Przypomina to słowa Lei, żony patriarchy Jakuba, która mówi: „To
na błogosławieństwo moje; błogosławioną bowiem zwać mię będą
niewiasty. I dlatego nazwała go Aser” (Rdz 30,13). Pokrewne słowo
makarios
odnajdujemy w błogosławieństwach Jezusowych: „Błogosławieni
ubodzy, bo wasze jest królestwo Boże. Błogosławieni, którzy
teraz łakniecie, bo będziecie nasyceni. Błogosławieni, którzy
teraz płaczecie, bo śmiać się będziecie. Błogosławieni
będziecie, gdy będą was ludzie nienawidzić i gdy was wyłączą,
i będą wam złorzeczyć, a imię wasze jako złe będą zniesławiać
dla Syna Człowieczego. Weselcie się dnia owego, i radujcie się, bo
oto zapłata wasza obfita jest w niebie; podobnie bowiem ojcowie ich
czynili prorokom” (Łk 6,20-23). Te błogosławieństwa realizują
się w życiu Maryi.
„Albowiem
uczynił mi wielkie rzeczy, który możny jest” (Łk 1,49) – tak
Maryja mówi o tajemnicy Wcielenia Syna Bożego i o innych łaskach,
którymi została obdarzona. Maryja, podobnie jak nieco później
Jezus – w modlitwie Pańskiej (por. Mt 6,9), mówi o „świętości
imienia Bożego”, które ma być naszą radością, a troska o jego
uświęcanie jest naszym zadaniem. Jezus mówi: „Tak niechaj świeci
światłość wasza przed ludźmi, aby widzieli uczynki wasze dobre i
chwalili Ojca waszego, który jest w niebiosach” (Mt 5,16). Imię
Boga służy do komunikacji z Nim, do modlitwy. Świętość Jego
imienia wskazuje na Jego świętość, na Jego dobroć, ale jest
równocześnie ostrzeżeniem dla każdego, kto by się do Niego
zwracał z nieczystym sumieniem. Maryja w Duchu Świętym prorokuje o
swojej przyszłej chwale, którą będą Ją otaczać wszystkie
narody. Słowa „święte imię jego” (Łk 1,49) można również
interpretować jako okrzyk uwielbienia Maryi, zachwytu Bożą
dobrocią!
Wspaniale
mówi Maryja o przyszłości Miłosierdzia Bożego: „Miłosierdzie
jego z pokolenia w pokolenie, bojącym się jego” (Łk 1,50).

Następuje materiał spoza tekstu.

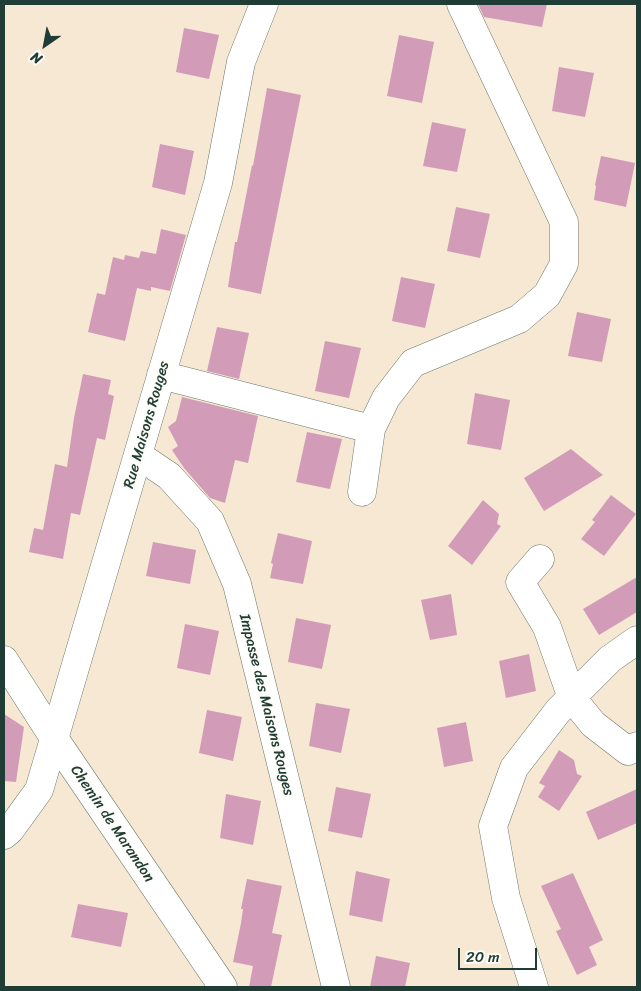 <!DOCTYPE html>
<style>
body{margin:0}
#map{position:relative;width:641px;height:991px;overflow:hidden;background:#f6e8d2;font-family:Sriracha,sans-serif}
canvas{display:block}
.frame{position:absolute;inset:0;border:5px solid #1f3d34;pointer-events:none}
.north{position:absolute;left:20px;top:20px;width:50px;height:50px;-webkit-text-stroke:4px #fdfcf7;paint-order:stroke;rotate:213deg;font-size:14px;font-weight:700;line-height:20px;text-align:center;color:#1f3d34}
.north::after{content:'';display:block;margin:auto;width:18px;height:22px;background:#1f3d34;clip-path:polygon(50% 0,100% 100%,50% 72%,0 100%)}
.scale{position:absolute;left:458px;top:948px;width:79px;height:22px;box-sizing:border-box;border:2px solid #1f3d34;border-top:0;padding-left:6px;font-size:15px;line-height:18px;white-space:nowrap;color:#1f3d34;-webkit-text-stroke:4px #fdfcf7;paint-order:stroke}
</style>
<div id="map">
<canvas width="641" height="991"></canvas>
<div class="frame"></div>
<div class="north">N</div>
<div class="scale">20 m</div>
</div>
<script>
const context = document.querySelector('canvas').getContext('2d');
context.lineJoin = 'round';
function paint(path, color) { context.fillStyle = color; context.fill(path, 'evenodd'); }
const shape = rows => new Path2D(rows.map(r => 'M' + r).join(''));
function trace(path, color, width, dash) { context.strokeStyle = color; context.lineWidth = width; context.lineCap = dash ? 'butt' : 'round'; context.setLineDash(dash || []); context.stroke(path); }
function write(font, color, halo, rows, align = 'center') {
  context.font = font + ' Sriracha,sans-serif'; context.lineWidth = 4; context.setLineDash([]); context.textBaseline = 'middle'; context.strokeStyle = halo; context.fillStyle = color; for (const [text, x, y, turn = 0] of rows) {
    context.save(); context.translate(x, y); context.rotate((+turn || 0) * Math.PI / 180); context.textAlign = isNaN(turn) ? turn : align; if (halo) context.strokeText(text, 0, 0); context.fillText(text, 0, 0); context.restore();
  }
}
paint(shape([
 [478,4,547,4,542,27,484,17],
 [184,28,219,35,209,79,176,72],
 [399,35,434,42,422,103,387,96],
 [559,67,594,73,585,117,552,111],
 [267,88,301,95,261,294,228,287,235,242,237,242,252,165,253,166],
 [432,122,466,129,457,172,423,166],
 [160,144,194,151,185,195,152,187],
 [601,156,635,163,626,207,594,200,596,186,595,185],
 [456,207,490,214,480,258,447,251],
 [161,229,186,235,170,291,151,287,151,291,137,288,125,341,88,332,97,293,105,295,113,257,124,260,125,255,139,258,141,251,156,254],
 [401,277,435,284,425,328,392,321],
 [577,312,611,319,602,362,568,356],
 [217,327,249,333,239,379,207,371],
 [325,341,361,348,349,398,315,391],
 [83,374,111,380,108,394,114,396,105,440,97,438,80,515,71,513,63,559,29,552,34,528,43,530,55,464,67,467,74,418],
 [475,393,510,400,501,450,467,444],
 [182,397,258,416,248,463,235,460,225,503,210,498,184,468,172,450,178,446,168,427,176,421],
 [307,432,342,439,330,489,296,482],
 [571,449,603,475,544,511,524,478],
 [611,495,636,514,604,556,581,539,595,522,592,520],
 [483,500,499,514,497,524,501,526,472,565,448,546],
 [278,533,312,541,303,584,270,578,273,564,271,563],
 [153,542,196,550,190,584,146,576],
 [637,577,637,612,599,635,583,609],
 [451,594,457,635,430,640,421,600],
 [296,618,331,625,322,669,288,662],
 [185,624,219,631,210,675,177,668],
 [529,654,536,691,506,698,499,661],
 [316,703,350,709,341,753,309,746],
 [207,710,242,717,233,761,199,753],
 [4,714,24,727,16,782,4,781],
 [466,722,473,761,444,767,437,728],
 [559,750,574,760,577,774,582,776,559,811,538,797,545,786,539,783],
 [336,787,371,794,362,838,328,831],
 [637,789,637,823,598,840,586,812],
 [226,794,261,801,253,845,220,838],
 [356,871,390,879,382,922,349,915],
 [573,873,603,940,589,947,597,965,577,975,556,931,561,929,541,886],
 [247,879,282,886,272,933,282,935,271,987,249,987,253,966,233,962,241,923,243,909,241,909],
 [78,904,128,913,121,947,71,937],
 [376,956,410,963,405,987,370,987]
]), '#d29cb9');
const minor = shape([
 [161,375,371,429],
 [138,455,169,476,210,521,237,584,336,987],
 [362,492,371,429,386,398,413,363,519,319,547,295,564,264,564,222,461,4],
 [540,559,520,582,547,627,572,698,593,724,628,751,637,746],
 [4,660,54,738,223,987],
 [4,835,10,830,39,790,218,183,241,62,264,4],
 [534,987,506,898,493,826,514,768,558,711,610,659,637,640]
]);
trace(minor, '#6a796b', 29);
trace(minor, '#fff', 28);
write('15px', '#1f3d34', '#fdfcf7', [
 ["Rue Maisons Rouges",147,425,-74],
 ["Impasse des Maisons Rouges",266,705,76],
 ["Chemin de Marandon",112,824,56]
]);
</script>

Nawiązuje w ten sposób do centralnego tematu literatury
dydaktycznej ST, tzn. do bojaźni Bożej. „Albowiem jak wywyższone
jest niebo nad ziemią, tak możnym uczynił miłosierdzie25
swoje względem bojących się go” (Ps 103,11). Bojaźń Boża to
dar Ducha Świętego uwrażliwiający na poznawanie woli Bożej i
skłaniający do jej realizacji. Widać ją w życiu Jezusa, który
twierdzi: „Mój pokarm jest, żebym czynił wolę tego, który mnie
posłał, abym wykonał sprawę jego” (J 4,34), a w Ogrodzie
Oliwnym „Ojcze mój, jeśli to być może, niech odejdzie ode mnie
ten kielich; wszakże nie jako ja chcę, ale jako ty” (Mt 26,39).
Świętość Boga
z jednej strony budzi zachwyt, bo nie mamy tu na ziemi nic tak
pięknego i czystego, a z drugiej – stawia nas wobec naszej
słabości, która tak blisko jest zła i grzechu. Prorok Izajasz po
zobaczeniu Boga w Jego świętości (por. Iz 6,1-3), mówi: „Biada
mnie, że milczałem! bo mężem mającym wargi plugawe jestem, i
wpośród ludu plugawe wargi mającego mieszkam, a Króla, Pana
zastępów widziałem oczyma swymi” (Iz 6,5). Może szczególnie
chodzi w tych słowach o potrzebę świadczenia o Bogu pomimo
doświadczenia własnej niegodności. Bojaźń Boża wynika z
autentycznej wiary, bo dzięki niej odkrywamy prawdziwego Boga. Im
głębsza wiara – tym silniejsza bojaźń Boża. Ta bojaźń jest
jednocześnie, jak wskazuje na to w swojej pieśni Maryja – szansą
na ogarnięcie Bożym Miłosierdziem.
O ile pierwsza
część hymnu jest wyrazem radości Maryi wywyższonej przez
wcielenie Boga, o tyle druga jego część jest wyrazem Jej nadziei
na dalsze wspaniałe działanie Boga w historii Jej narodu. Chociaż
używane są czasowniki w czasie przeszłym, to słowa Maryi mogą
odnosić się do przyszłości, stosownie do figury retorycznej
używanej już w ST, zwanej perfectum
propheticum26.
Spróbujmy w tym kluczu zinterpretować słowa Maryi. Mówi Ona:
„Uczynił moc ramieniem swoim, rozproszył pysznych w zamysłach
ich serca. Strącił mocarzy ze stolicy, a podwyższył pokornych.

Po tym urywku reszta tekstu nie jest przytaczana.